*** Provided data ***

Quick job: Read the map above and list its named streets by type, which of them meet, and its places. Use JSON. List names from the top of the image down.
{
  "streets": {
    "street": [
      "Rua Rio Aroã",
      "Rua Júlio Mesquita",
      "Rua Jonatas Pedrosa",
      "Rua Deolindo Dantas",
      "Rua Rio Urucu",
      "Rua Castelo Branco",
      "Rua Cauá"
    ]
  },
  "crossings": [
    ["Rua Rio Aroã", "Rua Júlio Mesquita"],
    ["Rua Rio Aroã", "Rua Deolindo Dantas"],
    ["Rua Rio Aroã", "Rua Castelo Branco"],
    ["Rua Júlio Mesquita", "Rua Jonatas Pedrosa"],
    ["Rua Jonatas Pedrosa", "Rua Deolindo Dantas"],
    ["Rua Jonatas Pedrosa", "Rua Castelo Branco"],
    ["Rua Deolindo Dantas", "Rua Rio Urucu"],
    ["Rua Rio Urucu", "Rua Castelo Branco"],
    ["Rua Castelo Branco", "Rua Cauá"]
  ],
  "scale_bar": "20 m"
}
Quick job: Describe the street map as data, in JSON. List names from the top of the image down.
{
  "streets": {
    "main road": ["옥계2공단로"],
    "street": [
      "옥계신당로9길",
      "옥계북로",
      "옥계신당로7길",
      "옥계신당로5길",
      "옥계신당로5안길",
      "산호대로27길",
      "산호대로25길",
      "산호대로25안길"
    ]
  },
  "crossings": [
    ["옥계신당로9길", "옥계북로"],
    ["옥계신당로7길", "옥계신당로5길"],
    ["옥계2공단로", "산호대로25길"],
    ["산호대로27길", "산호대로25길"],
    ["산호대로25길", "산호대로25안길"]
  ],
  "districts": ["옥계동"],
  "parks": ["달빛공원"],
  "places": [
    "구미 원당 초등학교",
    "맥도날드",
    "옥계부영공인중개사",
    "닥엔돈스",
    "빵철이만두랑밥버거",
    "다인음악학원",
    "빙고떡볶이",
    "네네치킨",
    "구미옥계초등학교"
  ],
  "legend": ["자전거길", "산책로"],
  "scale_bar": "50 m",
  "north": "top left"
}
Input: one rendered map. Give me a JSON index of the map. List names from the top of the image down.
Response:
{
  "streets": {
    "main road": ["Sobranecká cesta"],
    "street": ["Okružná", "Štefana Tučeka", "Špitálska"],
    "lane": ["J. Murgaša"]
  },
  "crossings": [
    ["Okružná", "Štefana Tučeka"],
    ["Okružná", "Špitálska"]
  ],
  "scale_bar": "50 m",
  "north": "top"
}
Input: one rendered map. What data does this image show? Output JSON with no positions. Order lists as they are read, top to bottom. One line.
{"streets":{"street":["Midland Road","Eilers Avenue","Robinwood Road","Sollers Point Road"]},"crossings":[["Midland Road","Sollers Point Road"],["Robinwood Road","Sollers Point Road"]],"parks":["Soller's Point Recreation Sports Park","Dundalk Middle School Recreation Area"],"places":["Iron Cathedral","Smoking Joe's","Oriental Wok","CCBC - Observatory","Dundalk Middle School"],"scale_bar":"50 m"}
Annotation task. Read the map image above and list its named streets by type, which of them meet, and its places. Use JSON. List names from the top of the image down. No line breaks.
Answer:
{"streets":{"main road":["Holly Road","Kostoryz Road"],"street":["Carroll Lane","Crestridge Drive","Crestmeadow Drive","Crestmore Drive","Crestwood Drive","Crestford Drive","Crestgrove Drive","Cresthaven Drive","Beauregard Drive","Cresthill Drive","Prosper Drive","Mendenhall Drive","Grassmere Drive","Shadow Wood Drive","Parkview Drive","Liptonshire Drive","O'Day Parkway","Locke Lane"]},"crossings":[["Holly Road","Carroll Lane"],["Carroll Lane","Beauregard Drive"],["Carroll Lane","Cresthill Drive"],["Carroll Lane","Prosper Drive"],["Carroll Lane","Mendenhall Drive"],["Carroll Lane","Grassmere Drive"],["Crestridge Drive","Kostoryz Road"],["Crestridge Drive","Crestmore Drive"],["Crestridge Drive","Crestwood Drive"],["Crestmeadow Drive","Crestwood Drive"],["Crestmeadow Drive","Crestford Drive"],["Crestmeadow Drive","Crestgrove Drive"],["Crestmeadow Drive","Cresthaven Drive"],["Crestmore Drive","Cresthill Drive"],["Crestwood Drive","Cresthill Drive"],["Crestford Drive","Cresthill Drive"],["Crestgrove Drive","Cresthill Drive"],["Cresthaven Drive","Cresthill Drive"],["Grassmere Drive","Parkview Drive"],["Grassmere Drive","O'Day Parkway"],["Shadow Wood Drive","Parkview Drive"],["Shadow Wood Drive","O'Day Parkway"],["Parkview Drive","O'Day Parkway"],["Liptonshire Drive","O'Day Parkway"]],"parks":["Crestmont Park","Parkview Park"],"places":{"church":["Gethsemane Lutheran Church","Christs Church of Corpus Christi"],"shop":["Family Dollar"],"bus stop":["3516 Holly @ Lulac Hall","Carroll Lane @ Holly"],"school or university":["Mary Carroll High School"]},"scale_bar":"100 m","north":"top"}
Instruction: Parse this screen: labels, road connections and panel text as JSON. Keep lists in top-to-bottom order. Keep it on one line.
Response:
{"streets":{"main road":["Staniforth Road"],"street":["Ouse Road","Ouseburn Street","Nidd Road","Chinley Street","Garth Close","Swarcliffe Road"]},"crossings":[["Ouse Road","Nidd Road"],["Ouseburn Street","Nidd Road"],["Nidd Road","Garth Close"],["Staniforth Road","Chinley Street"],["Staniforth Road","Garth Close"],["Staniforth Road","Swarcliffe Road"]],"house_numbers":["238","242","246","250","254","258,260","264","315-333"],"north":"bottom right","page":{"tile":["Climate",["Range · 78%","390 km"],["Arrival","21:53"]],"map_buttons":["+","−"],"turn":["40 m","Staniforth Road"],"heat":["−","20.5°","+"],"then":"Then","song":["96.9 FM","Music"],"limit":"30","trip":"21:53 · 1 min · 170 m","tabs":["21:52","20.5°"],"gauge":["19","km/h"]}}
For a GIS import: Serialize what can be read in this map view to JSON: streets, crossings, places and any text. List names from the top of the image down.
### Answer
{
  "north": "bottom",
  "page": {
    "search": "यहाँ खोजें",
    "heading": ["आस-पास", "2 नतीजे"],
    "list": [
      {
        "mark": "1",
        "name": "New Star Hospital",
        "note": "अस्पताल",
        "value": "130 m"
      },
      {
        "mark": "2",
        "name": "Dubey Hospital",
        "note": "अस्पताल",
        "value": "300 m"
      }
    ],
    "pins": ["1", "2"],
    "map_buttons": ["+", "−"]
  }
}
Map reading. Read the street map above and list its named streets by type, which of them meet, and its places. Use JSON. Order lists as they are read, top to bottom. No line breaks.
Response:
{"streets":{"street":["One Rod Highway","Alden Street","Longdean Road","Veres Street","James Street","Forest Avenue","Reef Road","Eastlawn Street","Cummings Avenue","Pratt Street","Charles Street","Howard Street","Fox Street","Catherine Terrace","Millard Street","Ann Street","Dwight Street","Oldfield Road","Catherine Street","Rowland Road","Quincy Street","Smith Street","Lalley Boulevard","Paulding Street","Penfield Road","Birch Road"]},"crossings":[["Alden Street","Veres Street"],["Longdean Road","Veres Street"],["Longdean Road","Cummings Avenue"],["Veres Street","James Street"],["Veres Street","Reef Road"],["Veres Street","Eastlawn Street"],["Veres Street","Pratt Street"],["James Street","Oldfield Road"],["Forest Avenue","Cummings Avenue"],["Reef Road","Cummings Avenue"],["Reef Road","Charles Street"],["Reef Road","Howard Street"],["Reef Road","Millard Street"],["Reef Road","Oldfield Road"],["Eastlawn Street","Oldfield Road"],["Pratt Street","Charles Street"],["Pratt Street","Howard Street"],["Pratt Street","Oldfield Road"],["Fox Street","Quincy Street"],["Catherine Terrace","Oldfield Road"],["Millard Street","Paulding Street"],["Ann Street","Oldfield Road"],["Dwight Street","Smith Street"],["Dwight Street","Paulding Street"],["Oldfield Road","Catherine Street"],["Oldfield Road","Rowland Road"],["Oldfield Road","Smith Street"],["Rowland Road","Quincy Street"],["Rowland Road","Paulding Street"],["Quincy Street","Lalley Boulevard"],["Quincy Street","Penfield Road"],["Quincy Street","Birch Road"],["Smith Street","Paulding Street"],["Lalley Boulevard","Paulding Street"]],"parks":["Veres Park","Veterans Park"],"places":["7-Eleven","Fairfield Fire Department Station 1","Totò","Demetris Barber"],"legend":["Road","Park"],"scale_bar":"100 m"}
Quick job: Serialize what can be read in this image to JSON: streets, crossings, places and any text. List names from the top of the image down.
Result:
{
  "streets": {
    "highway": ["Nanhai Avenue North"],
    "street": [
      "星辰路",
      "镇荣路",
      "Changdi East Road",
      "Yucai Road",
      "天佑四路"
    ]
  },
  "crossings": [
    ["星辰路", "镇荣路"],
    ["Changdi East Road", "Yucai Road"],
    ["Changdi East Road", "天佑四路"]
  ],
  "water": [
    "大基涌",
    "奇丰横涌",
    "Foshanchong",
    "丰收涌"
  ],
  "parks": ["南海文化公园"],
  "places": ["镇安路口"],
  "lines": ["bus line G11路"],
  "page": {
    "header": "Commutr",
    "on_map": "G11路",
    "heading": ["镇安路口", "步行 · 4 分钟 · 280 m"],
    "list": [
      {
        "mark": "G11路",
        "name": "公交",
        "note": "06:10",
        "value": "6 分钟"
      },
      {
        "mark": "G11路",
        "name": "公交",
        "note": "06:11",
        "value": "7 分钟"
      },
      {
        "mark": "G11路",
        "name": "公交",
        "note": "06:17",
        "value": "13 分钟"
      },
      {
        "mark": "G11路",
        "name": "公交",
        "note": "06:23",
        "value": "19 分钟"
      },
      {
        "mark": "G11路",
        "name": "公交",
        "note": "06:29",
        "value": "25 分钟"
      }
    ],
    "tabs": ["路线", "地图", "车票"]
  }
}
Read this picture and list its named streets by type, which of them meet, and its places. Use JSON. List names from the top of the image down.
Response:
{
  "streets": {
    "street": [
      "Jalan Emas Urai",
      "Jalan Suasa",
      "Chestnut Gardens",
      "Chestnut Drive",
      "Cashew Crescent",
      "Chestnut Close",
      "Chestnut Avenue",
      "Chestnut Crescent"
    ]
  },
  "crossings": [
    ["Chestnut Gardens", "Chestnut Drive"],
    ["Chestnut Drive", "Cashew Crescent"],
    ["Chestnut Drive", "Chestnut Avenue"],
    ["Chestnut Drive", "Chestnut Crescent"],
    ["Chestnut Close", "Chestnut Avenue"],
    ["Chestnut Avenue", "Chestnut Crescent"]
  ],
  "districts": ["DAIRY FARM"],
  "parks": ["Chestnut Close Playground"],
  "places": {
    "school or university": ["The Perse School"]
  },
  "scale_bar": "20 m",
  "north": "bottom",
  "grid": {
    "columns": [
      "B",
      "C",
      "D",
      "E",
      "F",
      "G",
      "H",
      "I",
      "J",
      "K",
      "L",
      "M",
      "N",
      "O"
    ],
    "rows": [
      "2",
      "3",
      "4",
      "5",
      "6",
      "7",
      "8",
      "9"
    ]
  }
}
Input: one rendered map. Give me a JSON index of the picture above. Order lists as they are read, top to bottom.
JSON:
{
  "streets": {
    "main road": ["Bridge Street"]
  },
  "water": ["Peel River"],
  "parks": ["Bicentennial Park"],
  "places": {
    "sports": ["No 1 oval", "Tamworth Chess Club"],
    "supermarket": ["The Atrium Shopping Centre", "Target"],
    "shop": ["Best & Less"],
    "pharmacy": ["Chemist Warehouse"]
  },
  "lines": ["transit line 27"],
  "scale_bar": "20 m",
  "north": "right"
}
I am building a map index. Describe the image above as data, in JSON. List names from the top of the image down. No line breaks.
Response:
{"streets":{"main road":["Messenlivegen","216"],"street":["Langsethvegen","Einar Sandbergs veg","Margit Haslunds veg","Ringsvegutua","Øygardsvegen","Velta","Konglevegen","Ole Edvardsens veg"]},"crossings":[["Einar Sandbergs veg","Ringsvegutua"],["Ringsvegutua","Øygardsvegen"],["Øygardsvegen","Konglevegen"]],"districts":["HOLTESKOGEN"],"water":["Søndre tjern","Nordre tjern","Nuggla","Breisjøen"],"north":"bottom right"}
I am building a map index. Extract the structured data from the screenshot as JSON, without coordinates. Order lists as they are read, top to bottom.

*** End of Provided data ***

* _Exercise instructions_: What is the number of lines in the entries that include the string "picture"? Reply with that number alone.

* _Response to this exercise_: 2